Les has used genetics to unlock the mysterious history of Mediterranean great whites and discovered that they are likely to be the most vulnerable white shark population in the world.
To understand how white sharks use the Mediterranean and determine how isolated these populations are. This project will aim to assess what, if any, mating or migratory connections they have with the Atlantic and their level of environmental pollutants, which could compromise reproduction.
Our preliminary evidence indicates that the Mediterranean stock may have little or no contemporary immigration from the Atlantic, suggesting it could be extraordinarily vulnerable. Further, because apex predators disproportionately influence ecosystem stability and health, the Mediterranean can only suffer further with continued decline of white sharks.
To address the ongoing debate on white shark migration into and out of the Mediterranean we obtained preliminary genetic data from four contemporary Mediterranean samples. Three were young sharks, which could not have travelled far from their birth place, confirming active nurseries in the Mediterranean. The mitochondrial DNA (mtDNA) control region sequences established the ancestors of these sharks came not, as might be expected, from the adjacent Atlantic populations but from Pacific Australia/New Zealand populations. This presented a conundrum.
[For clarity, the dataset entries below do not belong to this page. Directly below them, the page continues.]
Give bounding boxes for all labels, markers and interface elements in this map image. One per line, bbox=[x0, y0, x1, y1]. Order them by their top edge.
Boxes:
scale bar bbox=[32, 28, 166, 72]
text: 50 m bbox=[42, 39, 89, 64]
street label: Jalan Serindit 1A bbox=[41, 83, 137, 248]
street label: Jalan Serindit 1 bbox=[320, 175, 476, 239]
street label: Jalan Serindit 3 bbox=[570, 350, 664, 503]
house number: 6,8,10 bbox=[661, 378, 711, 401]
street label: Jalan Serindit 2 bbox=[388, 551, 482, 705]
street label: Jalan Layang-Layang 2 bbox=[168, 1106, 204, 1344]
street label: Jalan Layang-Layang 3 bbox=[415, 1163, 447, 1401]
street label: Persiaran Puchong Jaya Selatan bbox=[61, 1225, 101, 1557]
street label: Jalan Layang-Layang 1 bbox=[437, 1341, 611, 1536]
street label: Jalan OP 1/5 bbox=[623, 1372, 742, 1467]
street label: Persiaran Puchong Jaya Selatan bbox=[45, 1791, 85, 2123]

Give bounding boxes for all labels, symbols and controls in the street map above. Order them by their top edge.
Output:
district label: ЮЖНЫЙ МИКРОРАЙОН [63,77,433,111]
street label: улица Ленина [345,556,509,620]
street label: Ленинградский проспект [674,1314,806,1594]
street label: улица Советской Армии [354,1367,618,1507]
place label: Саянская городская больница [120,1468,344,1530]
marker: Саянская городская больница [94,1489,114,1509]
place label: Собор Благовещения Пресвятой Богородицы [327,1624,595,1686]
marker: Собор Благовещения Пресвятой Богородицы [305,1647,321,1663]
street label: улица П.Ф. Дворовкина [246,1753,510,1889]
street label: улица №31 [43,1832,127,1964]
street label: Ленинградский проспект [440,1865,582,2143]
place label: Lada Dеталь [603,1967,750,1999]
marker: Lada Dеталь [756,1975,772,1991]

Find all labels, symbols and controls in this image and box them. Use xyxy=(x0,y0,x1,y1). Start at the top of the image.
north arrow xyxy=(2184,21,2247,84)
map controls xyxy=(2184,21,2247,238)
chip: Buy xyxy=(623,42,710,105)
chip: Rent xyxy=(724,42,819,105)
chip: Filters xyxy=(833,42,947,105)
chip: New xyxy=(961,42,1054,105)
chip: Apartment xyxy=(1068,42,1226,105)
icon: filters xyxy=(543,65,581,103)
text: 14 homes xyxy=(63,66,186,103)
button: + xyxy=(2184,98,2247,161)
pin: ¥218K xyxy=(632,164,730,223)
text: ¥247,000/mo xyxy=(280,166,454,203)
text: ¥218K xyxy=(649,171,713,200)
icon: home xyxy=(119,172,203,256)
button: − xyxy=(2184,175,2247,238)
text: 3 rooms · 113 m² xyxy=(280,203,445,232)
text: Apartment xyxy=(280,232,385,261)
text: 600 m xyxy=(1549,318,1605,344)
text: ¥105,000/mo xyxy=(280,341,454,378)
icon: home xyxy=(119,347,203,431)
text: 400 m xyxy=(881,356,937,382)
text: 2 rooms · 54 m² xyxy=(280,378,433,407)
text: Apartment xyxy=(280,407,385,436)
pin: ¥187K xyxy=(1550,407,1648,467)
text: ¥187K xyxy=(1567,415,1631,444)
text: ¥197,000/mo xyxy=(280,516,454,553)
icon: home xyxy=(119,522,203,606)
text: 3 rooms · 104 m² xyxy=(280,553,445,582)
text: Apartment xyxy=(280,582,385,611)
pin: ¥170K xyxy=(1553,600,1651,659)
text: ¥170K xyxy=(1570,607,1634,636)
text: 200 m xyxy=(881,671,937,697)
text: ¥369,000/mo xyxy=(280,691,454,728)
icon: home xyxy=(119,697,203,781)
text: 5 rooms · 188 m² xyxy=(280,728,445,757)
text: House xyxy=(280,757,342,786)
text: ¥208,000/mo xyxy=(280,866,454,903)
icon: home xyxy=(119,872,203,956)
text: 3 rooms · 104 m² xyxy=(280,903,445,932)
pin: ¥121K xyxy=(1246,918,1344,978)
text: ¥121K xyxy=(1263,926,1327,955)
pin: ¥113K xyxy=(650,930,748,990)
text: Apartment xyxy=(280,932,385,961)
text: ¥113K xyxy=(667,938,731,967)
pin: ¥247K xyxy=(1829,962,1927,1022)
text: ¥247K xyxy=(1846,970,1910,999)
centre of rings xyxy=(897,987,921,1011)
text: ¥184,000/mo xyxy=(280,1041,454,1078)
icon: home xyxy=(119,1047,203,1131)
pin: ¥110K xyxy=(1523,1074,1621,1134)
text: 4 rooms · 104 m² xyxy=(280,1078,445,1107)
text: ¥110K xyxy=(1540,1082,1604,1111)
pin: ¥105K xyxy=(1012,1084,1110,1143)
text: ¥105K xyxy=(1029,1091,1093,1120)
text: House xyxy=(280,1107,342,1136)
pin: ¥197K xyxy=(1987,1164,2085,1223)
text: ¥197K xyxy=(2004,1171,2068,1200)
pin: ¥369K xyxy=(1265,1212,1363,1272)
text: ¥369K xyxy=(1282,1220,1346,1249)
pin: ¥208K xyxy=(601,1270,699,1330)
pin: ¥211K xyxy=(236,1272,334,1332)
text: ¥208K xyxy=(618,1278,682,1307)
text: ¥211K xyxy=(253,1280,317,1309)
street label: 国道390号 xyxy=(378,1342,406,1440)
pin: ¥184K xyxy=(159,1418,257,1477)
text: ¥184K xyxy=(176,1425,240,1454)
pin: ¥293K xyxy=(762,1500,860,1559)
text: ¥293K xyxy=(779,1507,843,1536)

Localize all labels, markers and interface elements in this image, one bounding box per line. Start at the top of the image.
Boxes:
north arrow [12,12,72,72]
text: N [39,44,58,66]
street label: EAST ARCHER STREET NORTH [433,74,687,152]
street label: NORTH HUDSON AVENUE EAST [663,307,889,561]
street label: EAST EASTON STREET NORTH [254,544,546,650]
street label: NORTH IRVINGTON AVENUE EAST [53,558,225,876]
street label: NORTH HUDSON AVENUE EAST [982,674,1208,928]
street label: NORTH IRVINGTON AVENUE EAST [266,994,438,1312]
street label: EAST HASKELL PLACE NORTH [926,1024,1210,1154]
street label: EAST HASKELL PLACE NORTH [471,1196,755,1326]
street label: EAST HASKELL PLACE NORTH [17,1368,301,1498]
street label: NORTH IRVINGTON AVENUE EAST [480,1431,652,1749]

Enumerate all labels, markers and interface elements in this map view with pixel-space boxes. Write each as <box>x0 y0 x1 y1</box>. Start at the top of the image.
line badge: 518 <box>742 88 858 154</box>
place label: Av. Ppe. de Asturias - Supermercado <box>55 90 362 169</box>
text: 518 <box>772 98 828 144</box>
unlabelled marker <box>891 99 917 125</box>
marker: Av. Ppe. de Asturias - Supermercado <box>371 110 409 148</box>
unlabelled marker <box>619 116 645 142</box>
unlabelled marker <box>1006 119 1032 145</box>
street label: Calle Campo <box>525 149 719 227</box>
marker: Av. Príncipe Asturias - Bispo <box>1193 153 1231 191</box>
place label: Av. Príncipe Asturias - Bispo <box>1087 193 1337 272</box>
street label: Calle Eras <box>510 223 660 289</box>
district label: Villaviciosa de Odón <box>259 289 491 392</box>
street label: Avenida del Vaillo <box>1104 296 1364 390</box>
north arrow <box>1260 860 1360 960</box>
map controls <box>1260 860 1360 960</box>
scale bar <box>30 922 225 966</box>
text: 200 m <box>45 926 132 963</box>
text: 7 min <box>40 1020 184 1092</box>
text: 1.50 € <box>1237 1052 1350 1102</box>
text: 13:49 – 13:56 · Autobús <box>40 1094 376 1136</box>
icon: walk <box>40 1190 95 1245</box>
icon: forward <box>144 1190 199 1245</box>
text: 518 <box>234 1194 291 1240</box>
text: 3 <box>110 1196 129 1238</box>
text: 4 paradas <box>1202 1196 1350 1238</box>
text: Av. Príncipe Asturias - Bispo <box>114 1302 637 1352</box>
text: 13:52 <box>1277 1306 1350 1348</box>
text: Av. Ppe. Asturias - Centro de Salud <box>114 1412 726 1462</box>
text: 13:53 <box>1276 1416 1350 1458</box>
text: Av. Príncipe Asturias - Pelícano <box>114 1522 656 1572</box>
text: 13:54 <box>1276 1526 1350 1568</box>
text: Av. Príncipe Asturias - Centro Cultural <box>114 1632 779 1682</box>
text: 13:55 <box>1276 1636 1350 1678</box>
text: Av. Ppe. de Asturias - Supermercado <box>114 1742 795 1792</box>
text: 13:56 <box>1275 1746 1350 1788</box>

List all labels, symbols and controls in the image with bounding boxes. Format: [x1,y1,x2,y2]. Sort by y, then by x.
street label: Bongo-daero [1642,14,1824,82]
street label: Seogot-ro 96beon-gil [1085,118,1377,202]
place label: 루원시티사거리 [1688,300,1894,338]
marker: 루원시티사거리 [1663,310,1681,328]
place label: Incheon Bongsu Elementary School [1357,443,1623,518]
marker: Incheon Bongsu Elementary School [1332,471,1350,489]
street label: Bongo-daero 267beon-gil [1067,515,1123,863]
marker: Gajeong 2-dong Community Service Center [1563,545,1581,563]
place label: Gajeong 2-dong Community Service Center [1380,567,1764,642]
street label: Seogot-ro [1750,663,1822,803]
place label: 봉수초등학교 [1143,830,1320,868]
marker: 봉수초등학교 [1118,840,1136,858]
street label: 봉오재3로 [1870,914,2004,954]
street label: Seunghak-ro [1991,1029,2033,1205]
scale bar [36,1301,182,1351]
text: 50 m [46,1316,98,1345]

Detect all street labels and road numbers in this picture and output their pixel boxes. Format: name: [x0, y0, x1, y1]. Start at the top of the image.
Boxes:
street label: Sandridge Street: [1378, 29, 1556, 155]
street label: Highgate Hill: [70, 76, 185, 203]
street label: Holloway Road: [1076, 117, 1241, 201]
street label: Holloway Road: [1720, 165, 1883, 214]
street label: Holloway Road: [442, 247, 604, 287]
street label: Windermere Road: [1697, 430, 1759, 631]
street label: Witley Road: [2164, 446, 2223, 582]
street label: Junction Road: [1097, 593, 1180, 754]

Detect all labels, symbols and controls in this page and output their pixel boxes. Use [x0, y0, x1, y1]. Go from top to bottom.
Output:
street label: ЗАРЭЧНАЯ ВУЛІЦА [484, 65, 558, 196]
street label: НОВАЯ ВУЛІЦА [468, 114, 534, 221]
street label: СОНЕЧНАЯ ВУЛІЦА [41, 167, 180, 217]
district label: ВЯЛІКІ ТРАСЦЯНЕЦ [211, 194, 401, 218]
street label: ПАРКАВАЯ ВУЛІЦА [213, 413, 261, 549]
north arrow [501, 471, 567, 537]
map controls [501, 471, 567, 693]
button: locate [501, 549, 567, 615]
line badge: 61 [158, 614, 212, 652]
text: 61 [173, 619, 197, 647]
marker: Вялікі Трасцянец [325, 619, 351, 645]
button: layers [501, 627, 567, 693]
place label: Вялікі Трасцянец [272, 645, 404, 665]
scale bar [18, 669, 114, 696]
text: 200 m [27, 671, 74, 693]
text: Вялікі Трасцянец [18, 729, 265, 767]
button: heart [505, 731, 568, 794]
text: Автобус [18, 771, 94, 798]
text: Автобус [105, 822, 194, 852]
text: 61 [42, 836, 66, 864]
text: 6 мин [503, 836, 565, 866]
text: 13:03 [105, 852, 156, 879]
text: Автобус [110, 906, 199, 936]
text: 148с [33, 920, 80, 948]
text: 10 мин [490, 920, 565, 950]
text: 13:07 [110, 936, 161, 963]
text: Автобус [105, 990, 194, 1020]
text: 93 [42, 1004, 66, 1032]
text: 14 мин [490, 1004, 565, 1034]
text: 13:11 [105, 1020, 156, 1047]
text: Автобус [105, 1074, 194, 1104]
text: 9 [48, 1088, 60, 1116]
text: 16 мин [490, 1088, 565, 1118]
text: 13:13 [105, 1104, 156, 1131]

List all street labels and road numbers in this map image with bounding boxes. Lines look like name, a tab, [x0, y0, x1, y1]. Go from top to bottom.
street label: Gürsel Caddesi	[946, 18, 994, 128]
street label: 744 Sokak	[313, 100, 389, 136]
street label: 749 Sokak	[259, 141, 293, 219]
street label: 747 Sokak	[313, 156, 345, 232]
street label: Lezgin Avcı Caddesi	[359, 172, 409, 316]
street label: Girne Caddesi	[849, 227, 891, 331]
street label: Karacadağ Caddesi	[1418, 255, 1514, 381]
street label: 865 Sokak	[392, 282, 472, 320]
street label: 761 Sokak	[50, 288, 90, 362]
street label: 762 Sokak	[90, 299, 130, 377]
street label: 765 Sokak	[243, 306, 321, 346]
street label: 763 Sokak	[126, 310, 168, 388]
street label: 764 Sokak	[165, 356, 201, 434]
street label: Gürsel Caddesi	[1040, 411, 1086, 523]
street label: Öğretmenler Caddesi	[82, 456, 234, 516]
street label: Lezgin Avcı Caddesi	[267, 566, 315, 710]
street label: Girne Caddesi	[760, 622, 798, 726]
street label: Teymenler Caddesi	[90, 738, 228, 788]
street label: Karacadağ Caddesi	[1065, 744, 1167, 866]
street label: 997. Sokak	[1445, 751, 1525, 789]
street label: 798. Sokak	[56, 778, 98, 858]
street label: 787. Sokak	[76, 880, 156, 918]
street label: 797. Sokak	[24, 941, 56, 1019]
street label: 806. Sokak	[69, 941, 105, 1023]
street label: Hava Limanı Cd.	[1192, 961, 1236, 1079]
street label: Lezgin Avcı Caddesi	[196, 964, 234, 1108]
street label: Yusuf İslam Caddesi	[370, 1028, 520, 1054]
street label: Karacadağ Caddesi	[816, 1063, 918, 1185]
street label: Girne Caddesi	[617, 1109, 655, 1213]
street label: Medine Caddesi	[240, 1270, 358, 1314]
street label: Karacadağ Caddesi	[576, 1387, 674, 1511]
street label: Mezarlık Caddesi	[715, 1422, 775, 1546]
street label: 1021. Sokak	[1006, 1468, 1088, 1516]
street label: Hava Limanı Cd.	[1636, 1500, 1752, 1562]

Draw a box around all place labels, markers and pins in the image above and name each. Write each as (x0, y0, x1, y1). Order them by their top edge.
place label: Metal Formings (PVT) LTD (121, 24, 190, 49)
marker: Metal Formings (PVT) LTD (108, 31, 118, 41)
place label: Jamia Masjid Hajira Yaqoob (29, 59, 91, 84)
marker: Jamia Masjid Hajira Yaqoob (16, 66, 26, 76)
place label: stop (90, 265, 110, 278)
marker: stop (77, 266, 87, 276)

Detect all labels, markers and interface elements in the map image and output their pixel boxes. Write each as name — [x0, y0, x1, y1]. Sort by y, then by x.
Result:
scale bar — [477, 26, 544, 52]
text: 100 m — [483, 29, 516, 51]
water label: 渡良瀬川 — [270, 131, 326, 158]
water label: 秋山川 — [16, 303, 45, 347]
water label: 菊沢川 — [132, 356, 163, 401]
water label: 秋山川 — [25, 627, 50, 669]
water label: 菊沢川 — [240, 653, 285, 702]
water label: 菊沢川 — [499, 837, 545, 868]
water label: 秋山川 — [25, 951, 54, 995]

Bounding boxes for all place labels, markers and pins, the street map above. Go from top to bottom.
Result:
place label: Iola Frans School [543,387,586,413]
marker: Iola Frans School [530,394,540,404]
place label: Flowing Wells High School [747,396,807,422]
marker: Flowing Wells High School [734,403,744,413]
Are Mediterranean white sharks a consequence of a rare historical dispersal event, the small number of founders reducing the genetic basis from which the contemporary Mediterranean population(s) are derived, or is there contemporary gene flow and movement of individuals between the Pacific via the Atlantic into the Mediterranean? Considering the estimated time of divergence between extant Mediterranean and Pacific samples identified the most likely of several potential routes and mechanisms which could be invoked to explain how white sharks may have reached the Mediterranean from the Pacific. The time, 450,000 years, suggested very few white sharks may have made a navigational error by following extensive eddies of an exceptionally strong Agulhus current, which at this time (an interglacial) penetrated the cooler Benguela current farther north and west than at present. Sharks with a propensity to swim east and north would have become entrapped in the Mediterranean, where natal philopatry of young would ensure population continuity. Potentially isolated Mediterranean white sharks propagated from a small founding nucleus would have much greater vulnerability to recognised environmental issues, such as over-fishing, by-catch and pollution. This makes it essential to determine how isolated and genetically diverse the population was and has become, and the extent of its migratory and breeding links with Atlantic populations.